Dans le cas de l’intimidation, par exemple, plutôt que de se limiter à placarder les murs d’affiches condamnant ces comportements, l’approche globale propose de réfléchir à ce qui amène l’intimidation et aux moyens de la prévenir. Entre autres choses, on sait que la présence passive d’un adulte à proximité d’une situation d’intimation peut en favoriser la répétition. Ce problème est courant dans les classes. Les études suggèrent, par ailleurs, que les jeunes n’ont plus confiance en leurs professeurs pour gérer ce type de situation. En travaillant la relation de confiance adulte-jeune, l’intimidation pourrait être prévenue d’une manière peut-être plus efficace que par une campagne publicitaire qui ne donne que de l’information.

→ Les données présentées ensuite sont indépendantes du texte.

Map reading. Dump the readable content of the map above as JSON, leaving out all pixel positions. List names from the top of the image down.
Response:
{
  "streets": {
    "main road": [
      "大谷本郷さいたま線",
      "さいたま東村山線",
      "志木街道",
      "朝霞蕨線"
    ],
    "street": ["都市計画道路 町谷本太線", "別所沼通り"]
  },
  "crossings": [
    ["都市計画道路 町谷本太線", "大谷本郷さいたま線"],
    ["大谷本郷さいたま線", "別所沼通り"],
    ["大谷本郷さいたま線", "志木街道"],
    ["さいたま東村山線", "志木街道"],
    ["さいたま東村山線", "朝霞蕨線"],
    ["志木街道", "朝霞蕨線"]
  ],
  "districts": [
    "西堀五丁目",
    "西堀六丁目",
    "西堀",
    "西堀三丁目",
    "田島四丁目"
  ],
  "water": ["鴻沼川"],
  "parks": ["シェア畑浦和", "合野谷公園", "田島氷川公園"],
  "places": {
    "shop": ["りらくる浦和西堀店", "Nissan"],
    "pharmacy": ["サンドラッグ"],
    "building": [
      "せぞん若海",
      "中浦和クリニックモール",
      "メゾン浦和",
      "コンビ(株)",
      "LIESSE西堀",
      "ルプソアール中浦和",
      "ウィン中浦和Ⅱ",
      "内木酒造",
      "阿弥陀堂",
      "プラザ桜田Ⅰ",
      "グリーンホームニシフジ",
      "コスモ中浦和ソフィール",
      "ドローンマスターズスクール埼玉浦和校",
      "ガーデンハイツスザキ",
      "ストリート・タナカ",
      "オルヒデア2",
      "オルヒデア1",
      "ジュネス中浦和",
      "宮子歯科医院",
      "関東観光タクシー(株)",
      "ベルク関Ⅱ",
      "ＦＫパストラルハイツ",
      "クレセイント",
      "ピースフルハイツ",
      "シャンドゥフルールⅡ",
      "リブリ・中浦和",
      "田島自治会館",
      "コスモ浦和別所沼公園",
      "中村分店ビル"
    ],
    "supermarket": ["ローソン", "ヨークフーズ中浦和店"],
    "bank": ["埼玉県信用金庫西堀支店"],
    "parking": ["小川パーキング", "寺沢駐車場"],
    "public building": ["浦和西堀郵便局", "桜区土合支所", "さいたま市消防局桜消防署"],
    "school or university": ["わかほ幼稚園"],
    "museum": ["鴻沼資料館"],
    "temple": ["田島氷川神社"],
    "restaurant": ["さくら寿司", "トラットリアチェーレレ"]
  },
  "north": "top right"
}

Les projets ciblés ne sont pas nécessairement mauvais mais, dans le cas de la prévention auprès des jeunes, les affiches et dépliants n’ont qu’un effet limité. Pour que la prévention auprès des jeunes soit efficace, il faut la faire autrement.

Des manques à combler

L’approche Écoles et milieux en santé met donc de l’avant l’importance d’agir globalement auprès des jeunes d’âge scolaire. Cette approche n’est pas nouvelle, du moins dans le discours. Ce qui est récent, c’est l’assignation d’une ressource dans les Centres de santé et de services sociaux (CSSS) pour la développer dans les pratiques de prévention et de promotion. La création du poste d’agent pivot démontre cette nouvelle volonté. Beaucoup de mesures actuelles proposées aux écoles s’inscrivent dans cette approche globale. Elle implique des actions qui tiennent compte de la relation Jeune-école-famille-communauté, par opposition aux approches ciblées.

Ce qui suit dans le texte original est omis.